-- Requirement --
Could the whole of the data below be written out verbatim?

-- Data provided --
---

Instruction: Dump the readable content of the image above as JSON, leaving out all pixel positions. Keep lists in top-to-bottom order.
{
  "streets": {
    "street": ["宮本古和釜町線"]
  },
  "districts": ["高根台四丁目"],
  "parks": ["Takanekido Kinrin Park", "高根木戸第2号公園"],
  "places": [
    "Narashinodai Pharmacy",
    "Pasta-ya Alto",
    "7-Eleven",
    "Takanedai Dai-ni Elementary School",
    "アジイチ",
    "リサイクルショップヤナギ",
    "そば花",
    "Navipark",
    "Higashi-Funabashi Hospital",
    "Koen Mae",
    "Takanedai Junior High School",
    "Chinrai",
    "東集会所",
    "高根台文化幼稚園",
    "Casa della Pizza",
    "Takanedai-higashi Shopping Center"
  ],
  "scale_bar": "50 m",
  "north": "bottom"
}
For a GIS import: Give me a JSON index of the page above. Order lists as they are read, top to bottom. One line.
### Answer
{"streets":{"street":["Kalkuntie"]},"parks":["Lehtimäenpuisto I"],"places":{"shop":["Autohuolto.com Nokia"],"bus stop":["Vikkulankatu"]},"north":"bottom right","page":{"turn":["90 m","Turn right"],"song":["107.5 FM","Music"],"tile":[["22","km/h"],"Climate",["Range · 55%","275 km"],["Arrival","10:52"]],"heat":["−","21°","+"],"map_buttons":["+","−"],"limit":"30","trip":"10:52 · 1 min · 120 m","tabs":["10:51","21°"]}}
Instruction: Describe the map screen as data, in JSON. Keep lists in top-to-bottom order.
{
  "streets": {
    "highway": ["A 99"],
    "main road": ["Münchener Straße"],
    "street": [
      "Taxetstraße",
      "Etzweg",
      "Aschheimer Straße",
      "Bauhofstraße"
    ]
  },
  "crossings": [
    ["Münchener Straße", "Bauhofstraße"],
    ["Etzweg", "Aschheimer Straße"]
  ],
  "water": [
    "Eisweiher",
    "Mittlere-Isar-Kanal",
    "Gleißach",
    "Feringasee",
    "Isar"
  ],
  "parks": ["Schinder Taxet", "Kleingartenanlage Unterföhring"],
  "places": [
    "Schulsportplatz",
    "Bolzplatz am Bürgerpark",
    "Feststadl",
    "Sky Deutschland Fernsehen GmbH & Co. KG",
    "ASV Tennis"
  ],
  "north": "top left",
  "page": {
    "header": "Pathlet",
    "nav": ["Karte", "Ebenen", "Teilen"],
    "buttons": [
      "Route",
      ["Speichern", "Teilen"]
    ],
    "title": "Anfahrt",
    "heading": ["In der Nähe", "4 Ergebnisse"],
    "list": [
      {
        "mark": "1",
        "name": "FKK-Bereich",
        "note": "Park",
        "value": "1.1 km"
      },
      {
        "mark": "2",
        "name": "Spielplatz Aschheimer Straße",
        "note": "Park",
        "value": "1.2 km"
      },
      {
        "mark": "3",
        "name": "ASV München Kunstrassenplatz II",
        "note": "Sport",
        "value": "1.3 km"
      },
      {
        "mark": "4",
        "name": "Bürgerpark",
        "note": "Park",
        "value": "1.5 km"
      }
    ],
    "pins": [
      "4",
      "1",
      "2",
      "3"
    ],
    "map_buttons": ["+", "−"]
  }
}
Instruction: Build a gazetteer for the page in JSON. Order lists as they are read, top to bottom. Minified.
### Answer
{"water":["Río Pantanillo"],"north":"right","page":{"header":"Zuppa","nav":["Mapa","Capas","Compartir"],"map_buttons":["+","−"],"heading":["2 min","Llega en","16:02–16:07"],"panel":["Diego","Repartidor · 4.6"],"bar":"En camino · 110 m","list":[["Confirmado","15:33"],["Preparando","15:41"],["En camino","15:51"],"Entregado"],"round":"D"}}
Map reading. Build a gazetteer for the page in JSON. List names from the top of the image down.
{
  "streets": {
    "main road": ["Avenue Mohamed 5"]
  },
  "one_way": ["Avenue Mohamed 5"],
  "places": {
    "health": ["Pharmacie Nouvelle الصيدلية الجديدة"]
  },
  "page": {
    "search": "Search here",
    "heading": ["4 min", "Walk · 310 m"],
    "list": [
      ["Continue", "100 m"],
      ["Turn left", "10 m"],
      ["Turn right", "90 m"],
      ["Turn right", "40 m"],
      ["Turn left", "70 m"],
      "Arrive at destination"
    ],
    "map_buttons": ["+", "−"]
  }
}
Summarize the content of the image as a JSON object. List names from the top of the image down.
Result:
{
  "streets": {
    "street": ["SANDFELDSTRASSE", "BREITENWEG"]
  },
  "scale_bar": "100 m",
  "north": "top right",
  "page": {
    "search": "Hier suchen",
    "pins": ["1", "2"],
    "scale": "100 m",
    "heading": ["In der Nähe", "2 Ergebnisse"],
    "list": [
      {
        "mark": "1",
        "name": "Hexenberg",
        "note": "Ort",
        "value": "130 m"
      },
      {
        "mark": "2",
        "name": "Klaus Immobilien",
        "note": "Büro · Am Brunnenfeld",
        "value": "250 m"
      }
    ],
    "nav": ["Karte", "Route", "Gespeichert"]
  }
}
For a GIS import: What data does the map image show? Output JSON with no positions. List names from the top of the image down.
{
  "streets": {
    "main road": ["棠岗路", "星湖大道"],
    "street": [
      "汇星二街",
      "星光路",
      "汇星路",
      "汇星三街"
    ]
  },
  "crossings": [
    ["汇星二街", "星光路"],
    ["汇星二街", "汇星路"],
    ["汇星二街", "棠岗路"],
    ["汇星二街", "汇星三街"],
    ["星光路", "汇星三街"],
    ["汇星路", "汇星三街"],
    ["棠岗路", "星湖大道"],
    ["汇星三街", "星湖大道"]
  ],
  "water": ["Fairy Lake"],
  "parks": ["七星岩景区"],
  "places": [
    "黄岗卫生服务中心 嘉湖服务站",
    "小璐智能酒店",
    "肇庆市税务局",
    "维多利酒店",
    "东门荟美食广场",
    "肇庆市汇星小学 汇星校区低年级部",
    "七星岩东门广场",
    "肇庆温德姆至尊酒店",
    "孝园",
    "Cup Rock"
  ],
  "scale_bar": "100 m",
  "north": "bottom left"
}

---

-- Result of the task --
Instruction: Dump the readable content of the image above as JSON, leaving out all pixel positions. Keep lists in top-to-bottom order.
{
  "streets": {
    "street": ["宮本古和釜町線"]
  },
  "districts": ["高根台四丁目"],
  "parks": ["Takanekido Kinrin Park", "高根木戸第2号公園"],
  "places": [
    "Narashinodai Pharmacy",
    "Pasta-ya Alto",
    "7-Eleven",
    "Takanedai Dai-ni Elementary School",
    "アジイチ",
    "リサイクルショップヤナギ",
    "そば花",
    "Navipark",
    "Higashi-Funabashi Hospital",
    "Koen Mae",
    "Takanedai Junior High School",
    "Chinrai",
    "東集会所",
    "高根台文化幼稚園",
    "Casa della Pizza",
    "Takanedai-higashi Shopping Center"
  ],
  "scale_bar": "50 m",
  "north": "bottom"
}
For a GIS import: Give me a JSON index of the page above. Order lists as they are read, top to bottom. One line.
### Answer
{"streets":{"street":["Kalkuntie"]},"parks":["Lehtimäenpuisto I"],"places":{"shop":["Autohuolto.com Nokia"],"bus stop":["Vikkulankatu"]},"north":"bottom right","page":{"turn":["90 m","Turn right"],"song":["107.5 FM","Music"],"tile":[["22","km/h"],"Climate",["Range · 55%","275 km"],["Arrival","10:52"]],"heat":["−","21°","+"],"map_buttons":["+","−"],"limit":"30","trip":"10:52 · 1 min · 120 m","tabs":["10:51","21°"]}}
Instruction: Describe the map screen as data, in JSON. Keep lists in top-to-bottom order.
{
  "streets": {
    "highway": ["A 99"],
    "main road": ["Münchener Straße"],
    "street": [
      "Taxetstraße",
      "Etzweg",
      "Aschheimer Straße",
      "Bauhofstraße"
    ]
  },
  "crossings": [
    ["Münchener Straße", "Bauhofstraße"],
    ["Etzweg", "Aschheimer Straße"]
  ],
  "water": [
    "Eisweiher",
    "Mittlere-Isar-Kanal",
    "Gleißach",
    "Feringasee",
    "Isar"
  ],
  "parks": ["Schinder Taxet", "Kleingartenanlage Unterföhring"],
  "places": [
    "Schulsportplatz",
    "Bolzplatz am Bürgerpark",
    "Feststadl",
    "Sky Deutschland Fernsehen GmbH & Co. KG",
    "ASV Tennis"
  ],
  "north": "top left",
  "page": {
    "header": "Pathlet",
    "nav": ["Karte", "Ebenen", "Teilen"],
    "buttons": [
      "Route",
      ["Speichern", "Teilen"]
    ],
    "title": "Anfahrt",
    "heading": ["In der Nähe", "4 Ergebnisse"],
    "list": [
      {
        "mark": "1",
        "name": "FKK-Bereich",
        "note": "Park",
        "value": "1.1 km"
      },
      {
        "mark": "2",
        "name": "Spielplatz Aschheimer Straße",
        "note": "Park",
        "value": "1.2 km"
      },
      {
        "mark": "3",
        "name": "ASV München Kunstrassenplatz II",
        "note": "Sport",
        "value": "1.3 km"
      },
      {
        "mark": "4",
        "name": "Bürgerpark",
        "note": "Park",
        "value": "1.5 km"
      }
    ],
    "pins": [
      "4",
      "1",
      "2",
      "3"
    ],
    "map_buttons": ["+", "−"]
  }
}
Instruction: Build a gazetteer for the page in JSON. Order lists as they are read, top to bottom. Minified.
### Answer
{"water":["Río Pantanillo"],"north":"right","page":{"header":"Zuppa","nav":["Mapa","Capas","Compartir"],"map_buttons":["+","−"],"heading":["2 min","Llega en","16:02–16:07"],"panel":["Diego","Repartidor · 4.6"],"bar":"En camino · 110 m","list":[["Confirmado","15:33"],["Preparando","15:41"],["En camino","15:51"],"Entregado"],"round":"D"}}
Map reading. Build a gazetteer for the page in JSON. List names from the top of the image down.
{
  "streets": {
    "main road": ["Avenue Mohamed 5"]
  },
  "one_way": ["Avenue Mohamed 5"],
  "places": {
    "health": ["Pharmacie Nouvelle الصيدلية الجديدة"]
  },
  "page": {
    "search": "Search here",
    "heading": ["4 min", "Walk · 310 m"],
    "list": [
      ["Continue", "100 m"],
      ["Turn left", "10 m"],
      ["Turn right", "90 m"],
      ["Turn right", "40 m"],
      ["Turn left", "70 m"],
      "Arrive at destination"
    ],
    "map_buttons": ["+", "−"]
  }
}
Summarize the content of the image as a JSON object. List names from the top of the image down.
Result:
{
  "streets": {
    "street": ["SANDFELDSTRASSE", "BREITENWEG"]
  },
  "scale_bar": "100 m",
  "north": "top right",
  "page": {
    "search": "Hier suchen",
    "pins": ["1", "2"],
    "scale": "100 m",
    "heading": ["In der Nähe", "2 Ergebnisse"],
    "list": [
      {
        "mark": "1",
        "name": "Hexenberg",
        "note": "Ort",
        "value": "130 m"
      },
      {
        "mark": "2",
        "name": "Klaus Immobilien",
        "note": "Büro · Am Brunnenfeld",
        "value": "250 m"
      }
    ],
    "nav": ["Karte", "Route", "Gespeichert"]
  }
}
For a GIS import: What data does the map image show? Output JSON with no positions. List names from the top of the image down.
{
  "streets": {
    "main road": ["棠岗路", "星湖大道"],
    "street": [
      "汇星二街",
      "星光路",
      "汇星路",
      "汇星三街"
    ]
  },
  "crossings": [
    ["汇星二街", "星光路"],
    ["汇星二街", "汇星路"],
    ["汇星二街", "棠岗路"],
    ["汇星二街", "汇星三街"],
    ["星光路", "汇星三街"],
    ["汇星路", "汇星三街"],
    ["棠岗路", "星湖大道"],
    ["汇星三街", "星湖大道"]
  ],
  "water": ["Fairy Lake"],
  "parks": ["七星岩景区"],
  "places": [
    "黄岗卫生服务中心 嘉湖服务站",
    "小璐智能酒店",
    "肇庆市税务局",
    "维多利酒店",
    "东门荟美食广场",
    "肇庆市汇星小学 汇星校区低年级部",
    "七星岩东门广场",
    "肇庆温德姆至尊酒店",
    "孝园",
    "Cup Rock"
  ],
  "scale_bar": "100 m",
  "north": "bottom left"
}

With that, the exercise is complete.